::: Available records :::

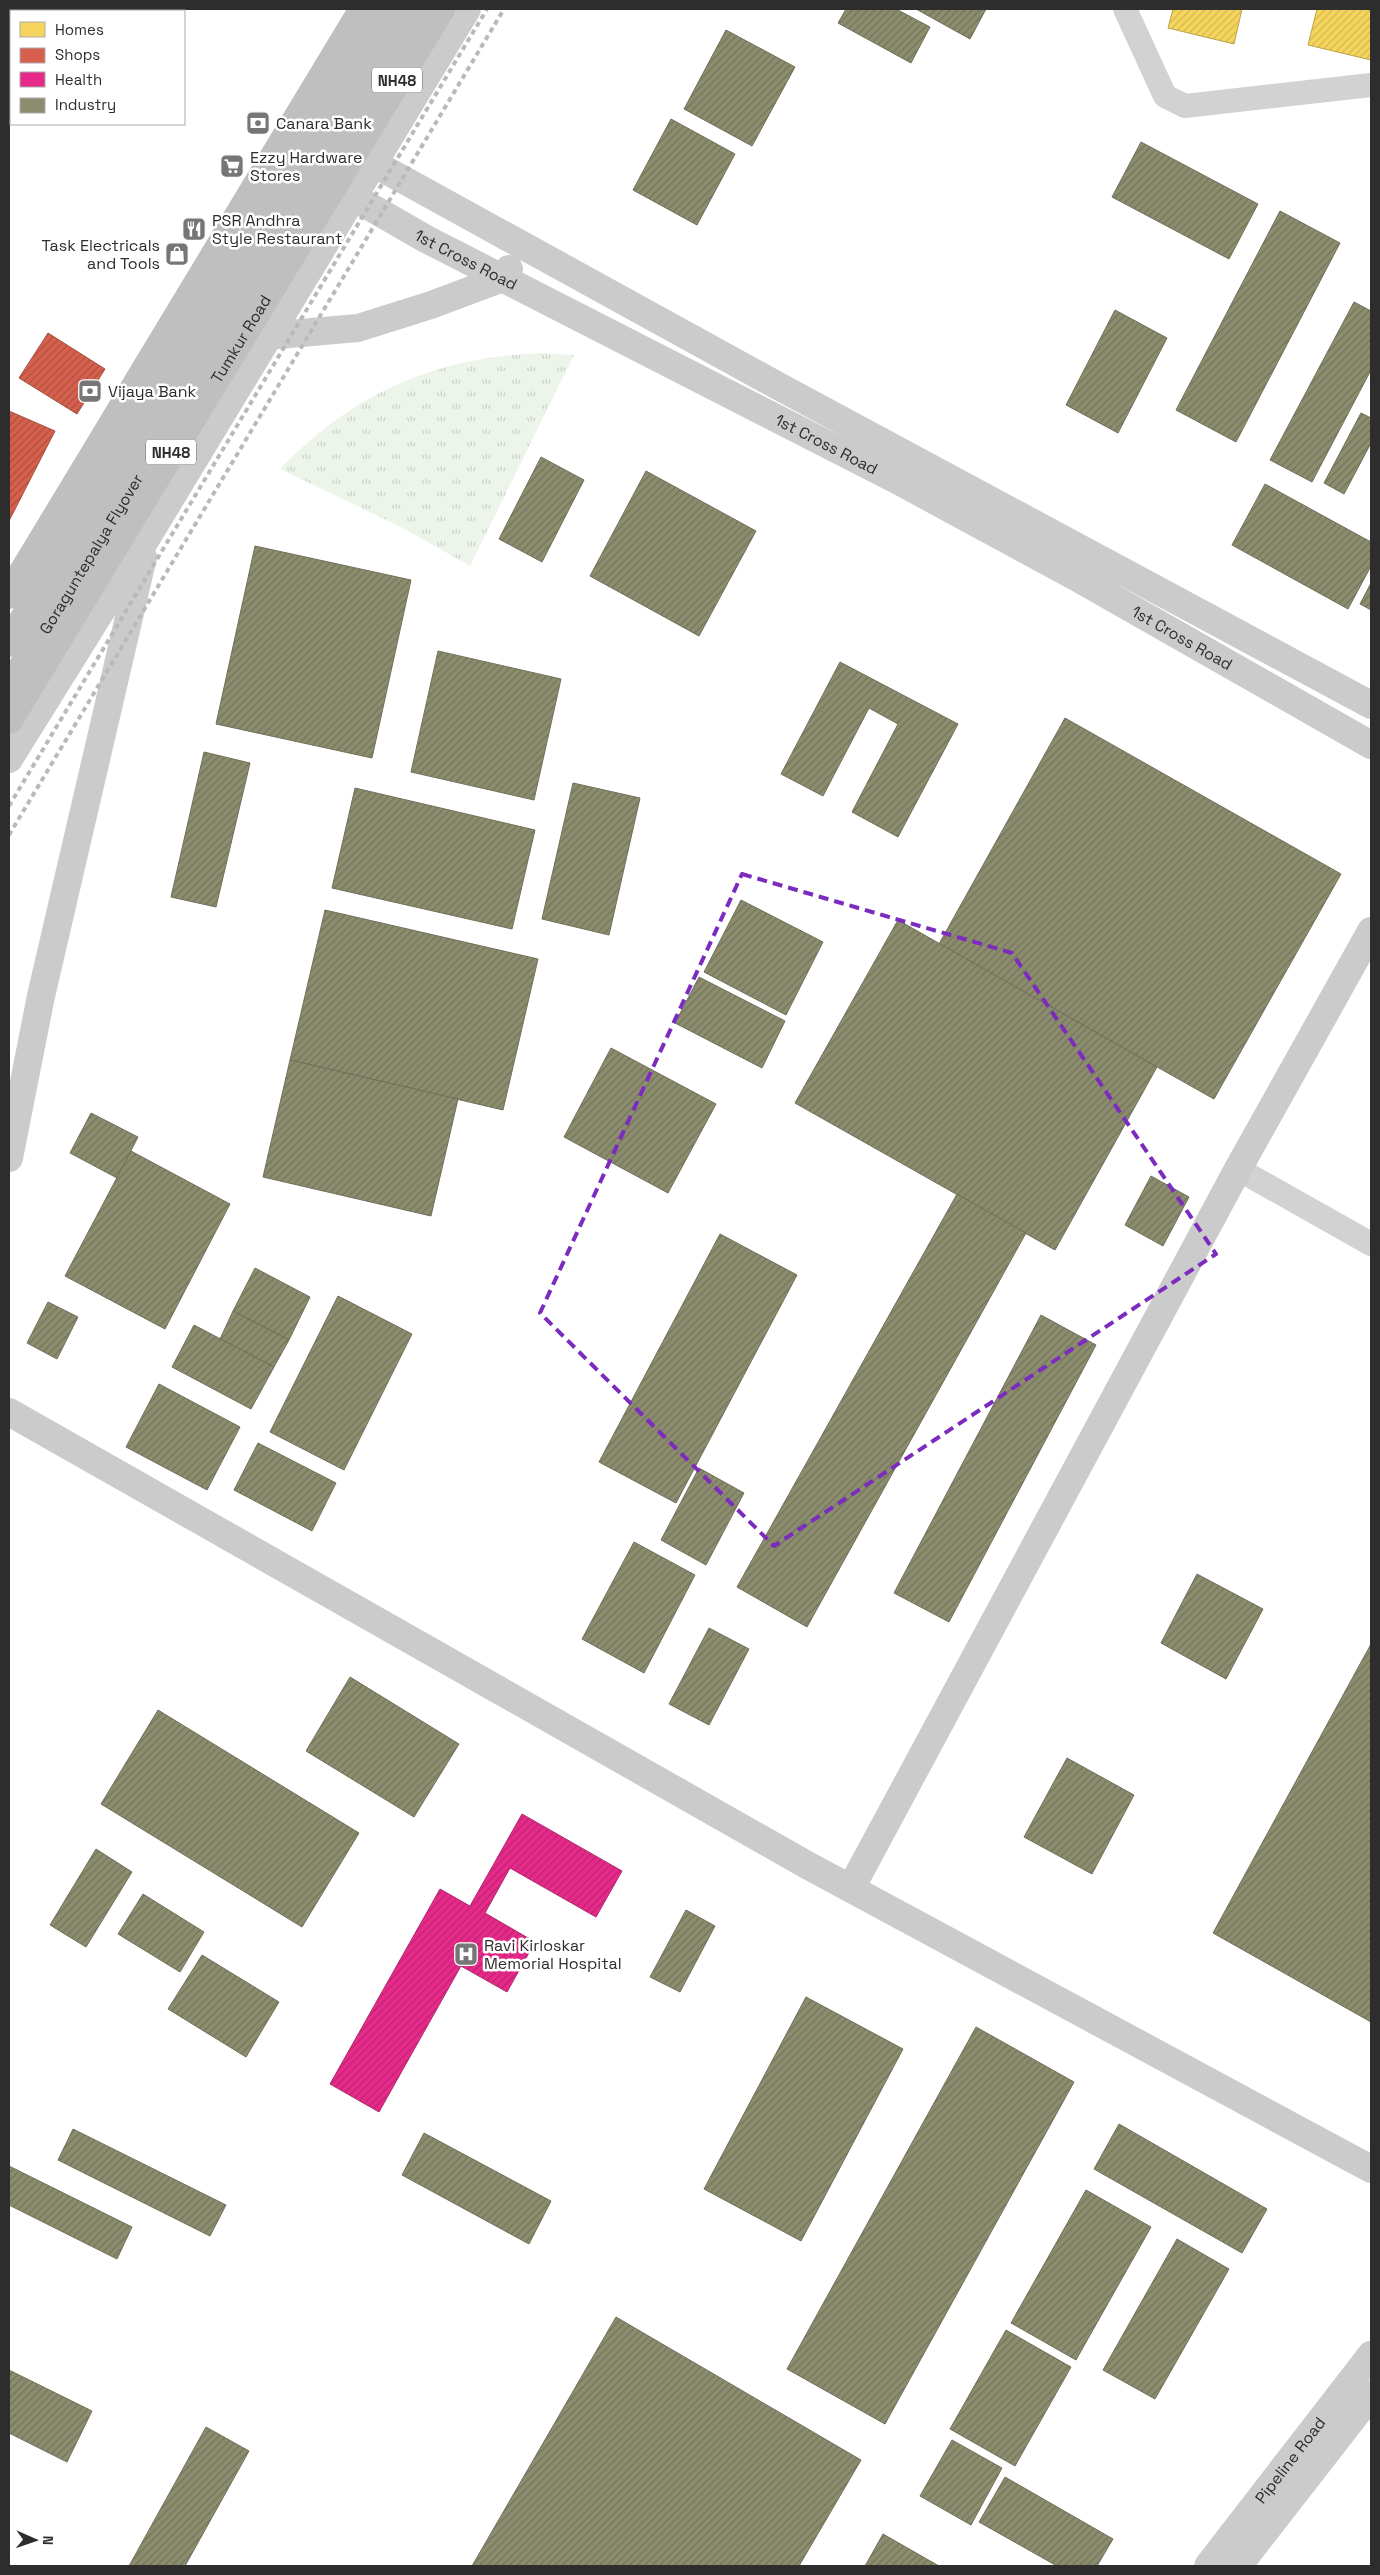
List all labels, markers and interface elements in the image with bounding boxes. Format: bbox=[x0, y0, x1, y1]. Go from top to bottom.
legend bbox=[10, 10, 185, 125]
text: Homes bbox=[55, 20, 104, 39]
text: Shops bbox=[55, 45, 100, 64]
road number: NH48 bbox=[372, 68, 422, 92]
text: Health bbox=[55, 70, 102, 89]
text: Industry bbox=[55, 95, 116, 114]
bank icon: Canara Bank bbox=[245, 110, 271, 136]
place label: Canara Bank bbox=[276, 113, 372, 134]
place label: Ezzy Hardware Stores bbox=[250, 147, 362, 186]
supermarket icon: Ezzy Hardware Stores bbox=[219, 153, 245, 179]
place label: PSR Andhra Style Restaurant bbox=[212, 210, 342, 249]
restaurant icon: PSR Andhra Style Restaurant bbox=[181, 216, 207, 242]
street label: 1st Cross Road bbox=[411, 224, 521, 294]
place label: Task Electricals and Tools bbox=[42, 235, 160, 274]
shop icon: Task Electricals and Tools bbox=[164, 241, 190, 267]
street label: Tumkur Road bbox=[206, 291, 275, 387]
bank icon: Vijaya Bank bbox=[77, 378, 103, 404]
place label: Vijaya Bank bbox=[108, 381, 196, 402]
street label: 1st Cross Road bbox=[772, 409, 881, 479]
road number: NH48 bbox=[146, 440, 196, 464]
street label: Goraguntepalya Flyover bbox=[34, 470, 147, 638]
street label: 1st Cross Road bbox=[1128, 600, 1236, 674]
place label: Ravi Kirloskar Memorial Hospital bbox=[484, 1935, 622, 1974]
hospital icon: Ravi Kirloskar Memorial Hospital bbox=[453, 1941, 479, 1967]
street label: Pipeline Road bbox=[1250, 2412, 1330, 2507]
north arrow bbox=[10, 2515, 60, 2565]
text: N bbox=[39, 2535, 57, 2545]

:::

Your goal: Go through the listing above line by line and state how many lines include the string "Style". Write only the number.

Exercise response: 2